The other change is text input. Any part of the text can now be changed, and a delete character can be selected to truncate the text up to that point. Although not shown in the video, the cursor also gives you an indication when you have reached a maximum string length. When scrolling, the cursor will stay in the middle of the screen until you reach the end where it will move to the right edge.

The AT88SC0202C ICs have arrived. After a few hours of programming and reading documentation I managed to get them working. These have 64 bytes per user zone, and 4 zones in total. Each zone will contain a 128bit encryption key, and will be locked by it's own password. This is handy for allowing different security levels so bank logins can be kept separate from forum logins for example. Interestingly the CryptoMemory® has 8 passwords (16 if you treat read and write passwords separately), allowing for more than one password per zone. I'm not sure what use this has, but it's there if needed.

For the device architecture I have settled on the following layout:

The serial flash is where all the login info and encrypted passwords will be stored. The microcontroller will use the encryption key stored on the CryptoMemory® to decrypt the password before typing it out over the virtual USB keyboard. The full process would be as follows:

1. Send verify password command to CryptoMemory® and check if successful.
2. Read the encryption key stored in the CryptoMemory® user zone.
3. Read username/password from serial flash.
4. Decrypt password using encryption key.
5. Write username/password through the virtual keyboard.

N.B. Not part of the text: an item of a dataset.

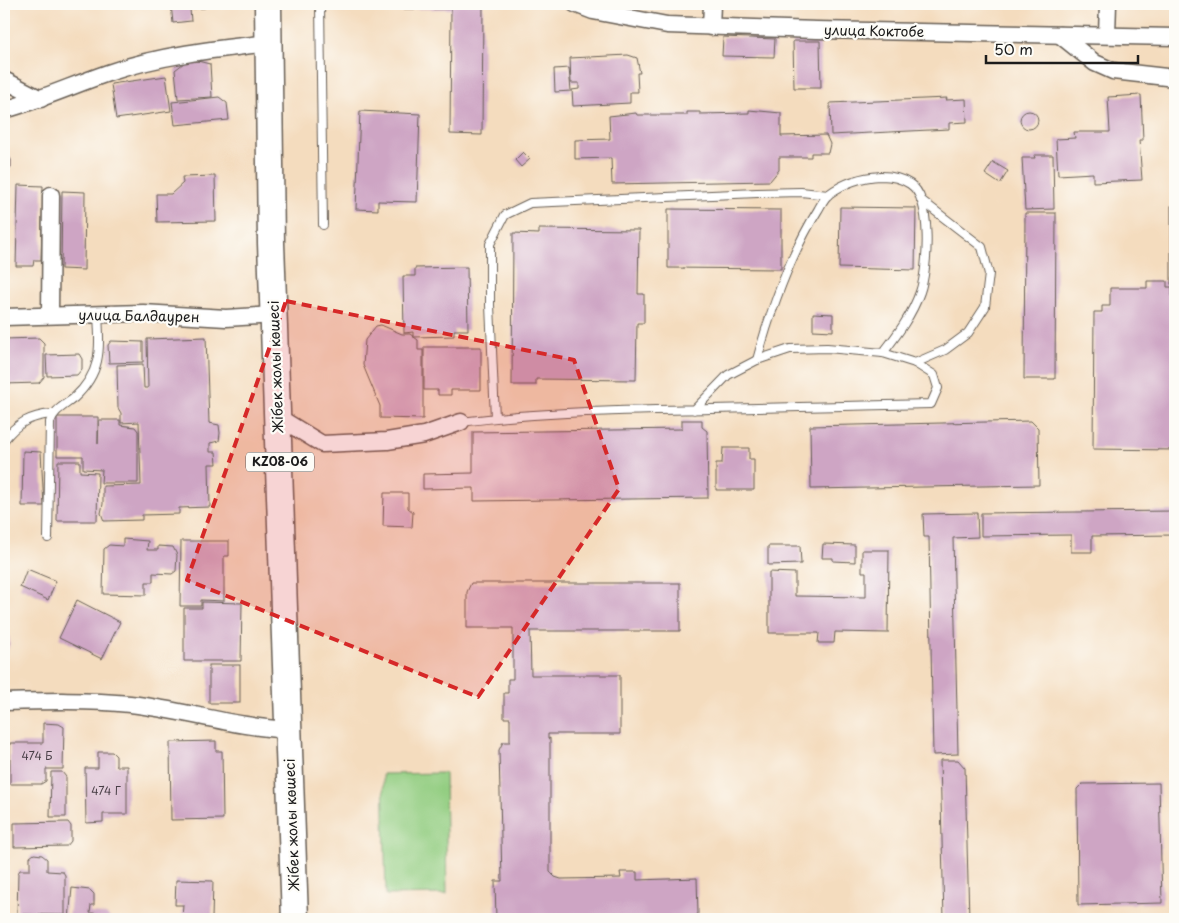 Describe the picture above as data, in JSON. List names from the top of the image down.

My current task is to implement the input and menu system. Also I have switched over from using Arduino to using the LUFA library which allows for a lot more control over the USB stack. For example I am able to add a Generic HID alongside the keyboard for backup/restore of passwords, or even direct control of the device without having to use the on-board button.

From my last post testing an input method I have realised that trying to enter a long password into a device without a real keyboard is always going to be tedious.

Instead I have been thinking about secure ways of using smaller passwords. One technology which already does this is chip and pin. This is secure since you only have a limited number of attempts to correctly guess the pin before the card self destructs.

After doing some research it seems Atmel sell a product that might do the job: http://www.atmel.com/devices/AT88SC0404C.aspx. This chip has a lot of features, but most importantly it has some Password Attempts Counter (PAC) registers which count the number of incorrect password attempts. After 4 incorrect guesses the password is disabled. Because there are multiple registers it is possible to set more than one password, so you could set a backup password if you manage to lock yourself out with the main one. I believe the chip is also available in a SIM card style packaging, so if a card does become fully "bricked" you can just replace it with another.

I think I shall send an email to Atmel sales to see if they will let me have a few samples to play with (and inevitably brick a few). It looks like they sell them in PDIP form too, so perfect for prototyping!

The current solution is to use a 4 direction (+click) tactile switch to scroll through the list of characters. This seems a bit too slow (A whole minute to type "Hello World"), so I may investigate using a thumb stick to more quickly "spin" through the list.

Below is a quick description of a typical use case of the password generator with limited information on what is happening internally. That will be the topic of another post.

Adding a new website login:

1. Plug the password manager into usb slot for power (could be a usb battery bank).
2. Select "add new login" from menu.
3. Enter website name and username.
4. Optionally change password length and encoding (e.g. to select alphanumeric only)
5. Save the new login. The device will randomly generate and store a password for you.

Using a login:

1. Plug the password manager into the usb slot of the device you want to enter the password for (e.g. laptop, phone etc)
2. Navigate to the website where you wish to login and place your cursor in the username field.
3. Select the appropriate login on the password manager.
4. Enter your master password.
5. Wait until the login password has been decrypted and typed out (the generator acts as a usb keyboard).
6. Login.
7. Keep the password generator plugged in if you don't want to type the master password again for a pre-determined time (e.g. 10 minutes). Unplug it when you are done.